── Input
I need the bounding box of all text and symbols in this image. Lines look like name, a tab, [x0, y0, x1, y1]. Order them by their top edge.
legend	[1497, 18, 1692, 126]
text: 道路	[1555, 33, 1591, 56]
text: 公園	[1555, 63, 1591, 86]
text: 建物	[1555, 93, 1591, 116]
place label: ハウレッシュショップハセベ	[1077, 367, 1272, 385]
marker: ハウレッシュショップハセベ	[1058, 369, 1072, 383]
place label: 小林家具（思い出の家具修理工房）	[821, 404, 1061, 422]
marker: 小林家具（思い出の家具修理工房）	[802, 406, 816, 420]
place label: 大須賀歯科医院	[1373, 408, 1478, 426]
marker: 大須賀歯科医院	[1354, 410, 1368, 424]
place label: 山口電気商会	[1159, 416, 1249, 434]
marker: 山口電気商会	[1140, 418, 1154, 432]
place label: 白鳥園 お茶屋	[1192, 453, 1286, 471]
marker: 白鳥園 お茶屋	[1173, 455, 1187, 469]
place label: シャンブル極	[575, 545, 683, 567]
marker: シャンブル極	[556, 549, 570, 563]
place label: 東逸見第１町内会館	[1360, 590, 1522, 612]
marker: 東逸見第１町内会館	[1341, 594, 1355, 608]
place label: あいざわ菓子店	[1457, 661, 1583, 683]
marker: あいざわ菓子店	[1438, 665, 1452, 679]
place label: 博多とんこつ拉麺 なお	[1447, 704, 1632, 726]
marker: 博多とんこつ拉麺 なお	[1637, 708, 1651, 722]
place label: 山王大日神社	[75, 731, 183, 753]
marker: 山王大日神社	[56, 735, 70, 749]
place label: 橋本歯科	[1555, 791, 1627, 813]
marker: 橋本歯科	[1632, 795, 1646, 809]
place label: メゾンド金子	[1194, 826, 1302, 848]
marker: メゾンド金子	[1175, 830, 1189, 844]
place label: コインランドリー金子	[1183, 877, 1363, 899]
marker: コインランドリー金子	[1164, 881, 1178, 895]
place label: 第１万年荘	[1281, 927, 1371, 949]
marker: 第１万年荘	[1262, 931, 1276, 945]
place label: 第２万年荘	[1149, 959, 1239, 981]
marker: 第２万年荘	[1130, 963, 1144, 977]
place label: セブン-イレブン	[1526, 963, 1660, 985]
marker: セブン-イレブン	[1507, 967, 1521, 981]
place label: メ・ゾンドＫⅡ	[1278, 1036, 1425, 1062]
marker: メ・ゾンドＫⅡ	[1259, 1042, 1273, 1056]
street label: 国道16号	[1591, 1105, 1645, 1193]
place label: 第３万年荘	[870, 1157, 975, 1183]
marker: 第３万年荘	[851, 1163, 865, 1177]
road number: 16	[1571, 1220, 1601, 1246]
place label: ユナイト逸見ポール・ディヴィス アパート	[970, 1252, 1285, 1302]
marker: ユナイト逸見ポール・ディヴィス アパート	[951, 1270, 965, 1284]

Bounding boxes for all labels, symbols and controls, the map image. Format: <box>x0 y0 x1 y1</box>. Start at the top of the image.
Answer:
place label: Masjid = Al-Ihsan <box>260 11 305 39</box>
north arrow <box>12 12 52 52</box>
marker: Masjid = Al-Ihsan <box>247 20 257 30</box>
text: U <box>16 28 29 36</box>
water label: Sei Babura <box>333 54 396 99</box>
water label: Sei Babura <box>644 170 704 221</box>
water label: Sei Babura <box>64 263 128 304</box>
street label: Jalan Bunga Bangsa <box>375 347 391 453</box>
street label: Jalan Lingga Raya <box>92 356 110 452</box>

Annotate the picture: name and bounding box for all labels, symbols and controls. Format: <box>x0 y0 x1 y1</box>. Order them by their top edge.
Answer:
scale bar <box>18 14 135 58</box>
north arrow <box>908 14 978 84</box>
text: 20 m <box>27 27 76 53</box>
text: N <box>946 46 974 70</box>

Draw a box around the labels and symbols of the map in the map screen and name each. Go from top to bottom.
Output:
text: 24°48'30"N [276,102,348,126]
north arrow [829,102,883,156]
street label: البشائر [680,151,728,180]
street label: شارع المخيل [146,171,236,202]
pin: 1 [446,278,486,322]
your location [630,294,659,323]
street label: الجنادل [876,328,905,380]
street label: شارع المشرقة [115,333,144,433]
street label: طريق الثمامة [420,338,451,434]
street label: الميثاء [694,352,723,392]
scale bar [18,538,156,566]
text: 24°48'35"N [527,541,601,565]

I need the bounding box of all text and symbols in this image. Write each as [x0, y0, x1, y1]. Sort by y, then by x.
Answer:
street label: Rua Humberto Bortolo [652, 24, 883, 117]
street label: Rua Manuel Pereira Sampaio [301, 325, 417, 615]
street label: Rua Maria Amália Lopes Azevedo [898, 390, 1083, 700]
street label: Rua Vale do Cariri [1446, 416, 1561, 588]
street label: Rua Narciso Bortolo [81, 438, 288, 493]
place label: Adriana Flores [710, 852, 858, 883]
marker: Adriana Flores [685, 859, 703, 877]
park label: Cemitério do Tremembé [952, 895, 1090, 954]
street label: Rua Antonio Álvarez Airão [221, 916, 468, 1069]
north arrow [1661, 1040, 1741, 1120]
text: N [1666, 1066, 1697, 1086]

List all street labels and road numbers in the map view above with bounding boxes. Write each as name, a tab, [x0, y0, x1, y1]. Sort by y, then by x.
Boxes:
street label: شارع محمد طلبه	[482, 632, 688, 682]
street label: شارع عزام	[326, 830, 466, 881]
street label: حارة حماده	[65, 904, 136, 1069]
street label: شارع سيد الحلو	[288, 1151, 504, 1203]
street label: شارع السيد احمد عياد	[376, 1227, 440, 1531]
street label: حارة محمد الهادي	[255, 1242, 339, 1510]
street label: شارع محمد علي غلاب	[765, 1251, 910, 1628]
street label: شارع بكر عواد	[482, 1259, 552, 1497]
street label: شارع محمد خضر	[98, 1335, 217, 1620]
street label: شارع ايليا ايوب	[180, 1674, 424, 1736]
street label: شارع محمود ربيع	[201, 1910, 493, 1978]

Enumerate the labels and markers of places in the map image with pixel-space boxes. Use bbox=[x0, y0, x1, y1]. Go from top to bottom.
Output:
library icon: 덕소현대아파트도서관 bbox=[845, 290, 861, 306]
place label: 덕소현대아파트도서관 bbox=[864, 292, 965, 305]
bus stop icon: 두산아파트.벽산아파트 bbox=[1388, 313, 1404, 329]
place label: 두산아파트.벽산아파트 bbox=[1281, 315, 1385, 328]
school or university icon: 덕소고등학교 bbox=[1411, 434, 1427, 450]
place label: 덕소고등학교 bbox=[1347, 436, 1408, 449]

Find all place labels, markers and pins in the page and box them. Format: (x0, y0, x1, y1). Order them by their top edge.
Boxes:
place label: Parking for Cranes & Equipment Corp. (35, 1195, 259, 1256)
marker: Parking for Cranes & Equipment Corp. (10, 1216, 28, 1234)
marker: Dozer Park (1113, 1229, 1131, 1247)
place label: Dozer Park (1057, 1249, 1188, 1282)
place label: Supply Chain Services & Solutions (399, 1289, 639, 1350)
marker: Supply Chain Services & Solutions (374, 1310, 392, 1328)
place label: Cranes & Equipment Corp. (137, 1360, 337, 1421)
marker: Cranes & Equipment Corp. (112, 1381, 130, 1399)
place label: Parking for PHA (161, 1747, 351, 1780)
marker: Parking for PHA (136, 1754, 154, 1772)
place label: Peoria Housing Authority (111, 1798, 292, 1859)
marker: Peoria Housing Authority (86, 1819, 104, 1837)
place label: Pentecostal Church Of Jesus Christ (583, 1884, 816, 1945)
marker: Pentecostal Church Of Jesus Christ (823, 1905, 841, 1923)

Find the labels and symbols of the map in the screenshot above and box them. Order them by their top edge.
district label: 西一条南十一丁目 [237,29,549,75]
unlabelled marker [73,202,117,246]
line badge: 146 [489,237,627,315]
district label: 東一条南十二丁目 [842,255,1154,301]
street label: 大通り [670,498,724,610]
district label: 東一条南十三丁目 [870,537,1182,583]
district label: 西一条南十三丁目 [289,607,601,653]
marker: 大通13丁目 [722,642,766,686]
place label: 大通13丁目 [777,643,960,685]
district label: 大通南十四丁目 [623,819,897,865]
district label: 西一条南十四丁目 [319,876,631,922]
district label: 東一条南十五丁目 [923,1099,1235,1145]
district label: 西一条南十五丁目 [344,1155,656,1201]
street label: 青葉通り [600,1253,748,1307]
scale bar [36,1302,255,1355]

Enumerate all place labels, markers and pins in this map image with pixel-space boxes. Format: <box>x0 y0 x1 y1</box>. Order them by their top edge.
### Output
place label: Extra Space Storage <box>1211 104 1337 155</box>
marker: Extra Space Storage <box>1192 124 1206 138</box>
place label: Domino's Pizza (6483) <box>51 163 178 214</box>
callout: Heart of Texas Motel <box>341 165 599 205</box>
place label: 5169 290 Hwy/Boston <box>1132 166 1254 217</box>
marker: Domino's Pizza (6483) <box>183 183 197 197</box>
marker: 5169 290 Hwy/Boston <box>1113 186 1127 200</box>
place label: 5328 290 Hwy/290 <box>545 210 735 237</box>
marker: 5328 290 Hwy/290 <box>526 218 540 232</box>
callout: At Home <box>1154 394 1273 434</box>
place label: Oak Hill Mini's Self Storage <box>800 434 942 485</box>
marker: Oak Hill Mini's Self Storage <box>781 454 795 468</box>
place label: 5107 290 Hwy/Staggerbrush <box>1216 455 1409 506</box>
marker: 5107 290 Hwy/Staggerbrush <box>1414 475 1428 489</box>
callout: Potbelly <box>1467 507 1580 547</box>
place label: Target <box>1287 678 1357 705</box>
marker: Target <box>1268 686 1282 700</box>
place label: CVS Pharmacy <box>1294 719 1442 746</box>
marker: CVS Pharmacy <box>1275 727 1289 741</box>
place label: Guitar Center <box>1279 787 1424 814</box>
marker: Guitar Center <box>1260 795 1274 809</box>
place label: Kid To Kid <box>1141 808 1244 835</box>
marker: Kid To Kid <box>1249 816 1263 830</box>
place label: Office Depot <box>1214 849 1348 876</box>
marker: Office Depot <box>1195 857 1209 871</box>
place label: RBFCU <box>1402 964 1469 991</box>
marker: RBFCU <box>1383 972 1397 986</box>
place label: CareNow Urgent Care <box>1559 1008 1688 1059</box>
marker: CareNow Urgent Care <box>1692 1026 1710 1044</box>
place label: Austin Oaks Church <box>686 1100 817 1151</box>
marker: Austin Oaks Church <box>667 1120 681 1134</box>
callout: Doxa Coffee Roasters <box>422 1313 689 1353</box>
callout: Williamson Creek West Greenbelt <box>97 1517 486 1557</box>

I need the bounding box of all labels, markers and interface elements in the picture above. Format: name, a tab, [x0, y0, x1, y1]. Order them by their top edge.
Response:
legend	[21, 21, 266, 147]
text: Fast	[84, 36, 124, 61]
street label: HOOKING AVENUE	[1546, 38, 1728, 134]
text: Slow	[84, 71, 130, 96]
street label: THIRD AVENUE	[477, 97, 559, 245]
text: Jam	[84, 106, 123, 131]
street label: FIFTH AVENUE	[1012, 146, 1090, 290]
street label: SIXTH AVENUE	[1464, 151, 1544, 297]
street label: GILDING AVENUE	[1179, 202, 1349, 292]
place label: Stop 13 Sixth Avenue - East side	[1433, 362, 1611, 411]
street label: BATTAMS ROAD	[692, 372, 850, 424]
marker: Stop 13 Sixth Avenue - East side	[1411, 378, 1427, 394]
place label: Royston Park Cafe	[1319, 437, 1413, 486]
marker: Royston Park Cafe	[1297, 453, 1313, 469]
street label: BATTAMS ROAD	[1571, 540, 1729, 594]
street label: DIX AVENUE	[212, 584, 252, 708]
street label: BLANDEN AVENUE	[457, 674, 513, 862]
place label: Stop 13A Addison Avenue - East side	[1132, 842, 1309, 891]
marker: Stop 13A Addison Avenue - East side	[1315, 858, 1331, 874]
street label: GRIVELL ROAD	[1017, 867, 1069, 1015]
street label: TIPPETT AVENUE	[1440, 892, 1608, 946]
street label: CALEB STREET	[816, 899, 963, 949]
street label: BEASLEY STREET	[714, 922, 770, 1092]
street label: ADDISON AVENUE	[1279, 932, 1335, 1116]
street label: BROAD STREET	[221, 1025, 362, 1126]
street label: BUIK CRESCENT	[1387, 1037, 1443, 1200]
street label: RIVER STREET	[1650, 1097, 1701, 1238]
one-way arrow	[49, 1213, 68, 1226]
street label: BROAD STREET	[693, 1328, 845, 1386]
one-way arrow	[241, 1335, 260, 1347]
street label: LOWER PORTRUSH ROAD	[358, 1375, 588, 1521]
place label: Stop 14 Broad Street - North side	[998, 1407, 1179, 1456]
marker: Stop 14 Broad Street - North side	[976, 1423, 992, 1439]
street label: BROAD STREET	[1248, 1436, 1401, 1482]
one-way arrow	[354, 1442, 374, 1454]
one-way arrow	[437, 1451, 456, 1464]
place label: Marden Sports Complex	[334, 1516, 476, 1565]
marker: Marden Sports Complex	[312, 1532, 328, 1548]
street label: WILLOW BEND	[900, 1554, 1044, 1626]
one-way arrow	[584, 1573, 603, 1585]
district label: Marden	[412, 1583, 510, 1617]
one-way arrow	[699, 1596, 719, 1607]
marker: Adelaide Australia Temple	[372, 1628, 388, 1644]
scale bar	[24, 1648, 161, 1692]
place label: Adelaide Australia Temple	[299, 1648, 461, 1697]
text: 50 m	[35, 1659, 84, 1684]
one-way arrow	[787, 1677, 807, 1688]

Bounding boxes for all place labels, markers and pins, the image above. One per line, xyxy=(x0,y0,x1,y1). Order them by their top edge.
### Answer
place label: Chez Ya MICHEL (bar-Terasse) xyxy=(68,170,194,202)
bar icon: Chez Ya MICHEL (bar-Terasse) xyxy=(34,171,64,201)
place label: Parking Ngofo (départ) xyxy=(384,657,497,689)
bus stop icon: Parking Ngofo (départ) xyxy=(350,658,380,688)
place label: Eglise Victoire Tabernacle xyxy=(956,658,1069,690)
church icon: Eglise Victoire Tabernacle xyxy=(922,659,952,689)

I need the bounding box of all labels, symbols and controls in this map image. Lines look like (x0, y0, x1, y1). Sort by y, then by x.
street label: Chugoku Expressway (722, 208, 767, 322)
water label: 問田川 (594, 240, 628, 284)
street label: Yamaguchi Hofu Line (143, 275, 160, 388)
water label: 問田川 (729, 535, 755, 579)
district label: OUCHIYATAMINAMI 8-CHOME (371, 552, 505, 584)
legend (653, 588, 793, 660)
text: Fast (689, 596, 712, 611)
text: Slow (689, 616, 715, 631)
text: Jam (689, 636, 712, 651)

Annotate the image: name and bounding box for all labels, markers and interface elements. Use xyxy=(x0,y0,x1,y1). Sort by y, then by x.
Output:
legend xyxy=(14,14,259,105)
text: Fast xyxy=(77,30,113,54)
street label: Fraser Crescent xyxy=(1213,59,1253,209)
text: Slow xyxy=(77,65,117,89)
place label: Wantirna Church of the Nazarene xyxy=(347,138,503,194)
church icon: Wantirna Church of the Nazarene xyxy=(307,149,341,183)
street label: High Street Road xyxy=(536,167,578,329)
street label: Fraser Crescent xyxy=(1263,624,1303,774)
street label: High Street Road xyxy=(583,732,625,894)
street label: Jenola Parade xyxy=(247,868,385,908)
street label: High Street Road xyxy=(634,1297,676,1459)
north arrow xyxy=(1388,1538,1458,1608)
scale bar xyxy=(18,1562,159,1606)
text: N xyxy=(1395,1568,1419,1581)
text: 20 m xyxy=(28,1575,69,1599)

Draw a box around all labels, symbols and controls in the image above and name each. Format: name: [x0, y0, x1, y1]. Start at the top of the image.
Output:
────
» Work request
Where a line above holds the string "Enumerate", copy that line.

» Task answer
Enumerate the labels and markers of places in the map image with pixel-space boxes. Use bbox=[x0, y0, x1, y1]. Go from top to bottom.
Enumerate all place labels, markers and pins in this map image with pixel-space boxes. Format: <box>x0 y0 x1 y1</box>. Order them by their top edge.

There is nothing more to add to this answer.